Big Cat Rescue Corp.
- Nickname: BCR, Big Cat Rescue
- Formation: March 30, 1995; 31 years ago as Wildlife on Easy Street, Inc.
- Founders: Don Lewis Carole Baskin
- Type: 501(c)(3) organization
- Tax ID no.: 59-3330495
- Locations: 12802 Easy St, Tampa, FL 33625; Hillsborough County, Florida, U.S.; ;
- Coordinates: 28°03′37″N 82°34′18″W﻿ / ﻿28.060314°N 82.571559°W
- Fields: Protection of endangered species, wildlife sanctuary/refuge, education
- CEO: Carole Baskin
- President: Jamie Murdock
- Secretary/Treasurer: Howard Baskin
- Revenue: $4,429,347 (2018)
- Expenses: $3,201,985 (2018)
- Staff: 20 (2018)
- Volunteers: 126 (2018)
- Website: bigcatrescue.org
- Formerly called: Wildlife on Easy Street, Inc.

= Big Cat Rescue =

American non-profit organization

Big Cat Rescue Corp., also known as BCR and previously known as Wildlife on Easy Street, Inc., is an American non-profit organization that operated an animal sanctuary in Hillsborough County, Florida, United States, which rescued and housed exotic cats, and rehabilitated injured or orphaned native wild cats.

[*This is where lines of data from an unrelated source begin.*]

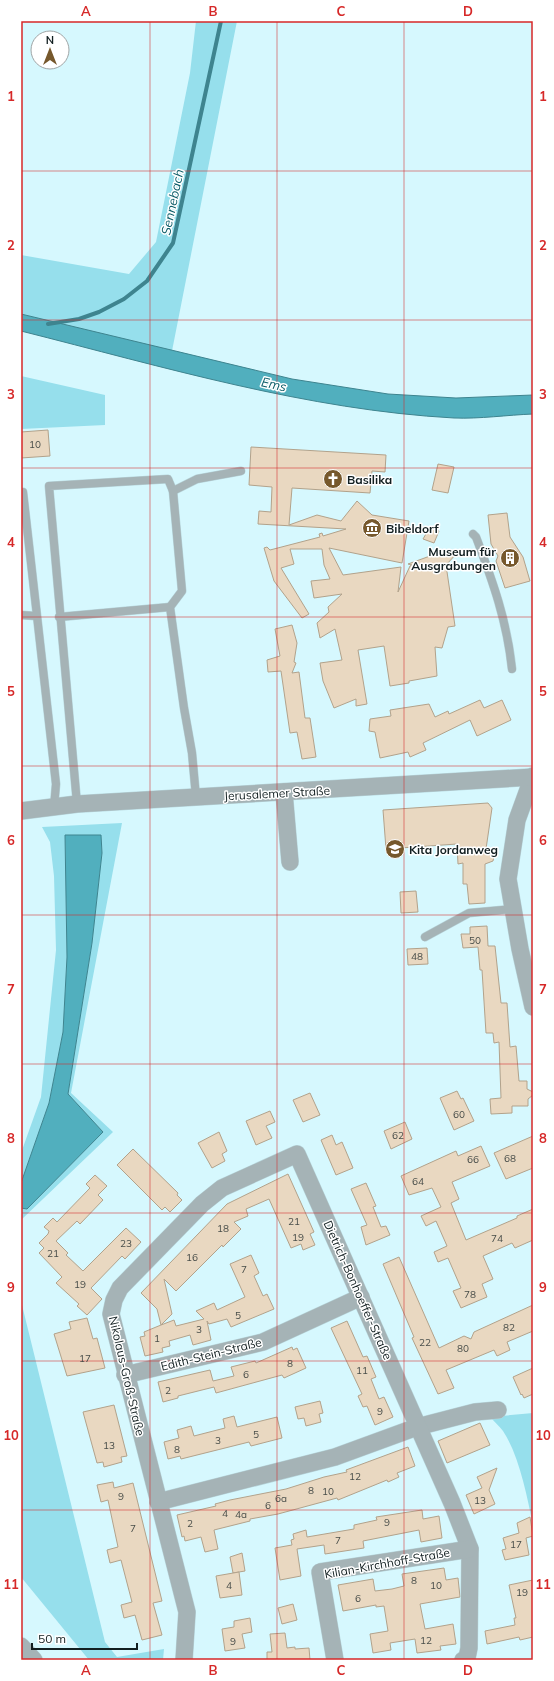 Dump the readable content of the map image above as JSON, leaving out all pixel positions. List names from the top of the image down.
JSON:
{
  "streets": {
    "street": [
      "Jerusalemer Straße",
      "Dietrich-Bonhoeffer-Straße",
      "Edith-Stein-Straße",
      "Nikolaus-Groß-Straße",
      "Kilian-Kirchhoff-Straße"
    ]
  },
  "crossings": [
    ["Dietrich-Bonhoeffer-Straße", "Edith-Stein-Straße"],
    ["Dietrich-Bonhoeffer-Straße", "Nikolaus-Groß-Straße"],
    ["Edith-Stein-Straße", "Nikolaus-Groß-Straße"]
  ],
  "water": ["Sennebach", "Ems"],
  "places": {
    "church": ["Basilika"],
    "museum": ["Bibeldorf"],
    "building": ["Museum für Ausgrabungen"],
    "school or university": ["Kita Jordanweg"]
  },
  "house_numbers": [
    "10",
    "50",
    "48",
    "60",
    "62",
    "68",
    "66",
    "64",
    "21",
    "18",
    "19",
    "74",
    "23",
    "21",
    "16",
    "7",
    "19",
    "78",
    "5",
    "82",
    "3",
    "1",
    "22",
    "80",
    "17",
    "8",
    "11",
    "6",
    "2",
    "9",
    "5",
    "3",
    "13",
    "8",
    "12",
    "8",
    "10",
    "9",
    "6a",
    "13",
    "6",
    "4",
    "4a",
    "9",
    "2",
    "7",
    "7",
    "17",
    "8",
    "4",
    "10",
    "19",
    "6",
    "12",
    "9"
  ],
  "scale_bar": "50 m",
  "north": "top",
  "grid": {
    "columns": [
      "A",
      "B",
      "C",
      "D"
    ],
    "rows": [
      "1",
      "2",
      "3",
      "4",
      "5",
      "6",
      "7",
      "8",
      "9",
      "10",
      "11"
    ]
  }
}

It was founded by Don Lewis and Carole Baskin in 1995.

The animal sanctuary was open to the public and BCR sold tickets to visitors for tours including private tours, night tours, and feeding tours. On March 16, 2020, BCR closed the facility to the public due to the COVID-19 outbreak, and Baskin later announced that she was considering not reopening the animal sanctuary to the public.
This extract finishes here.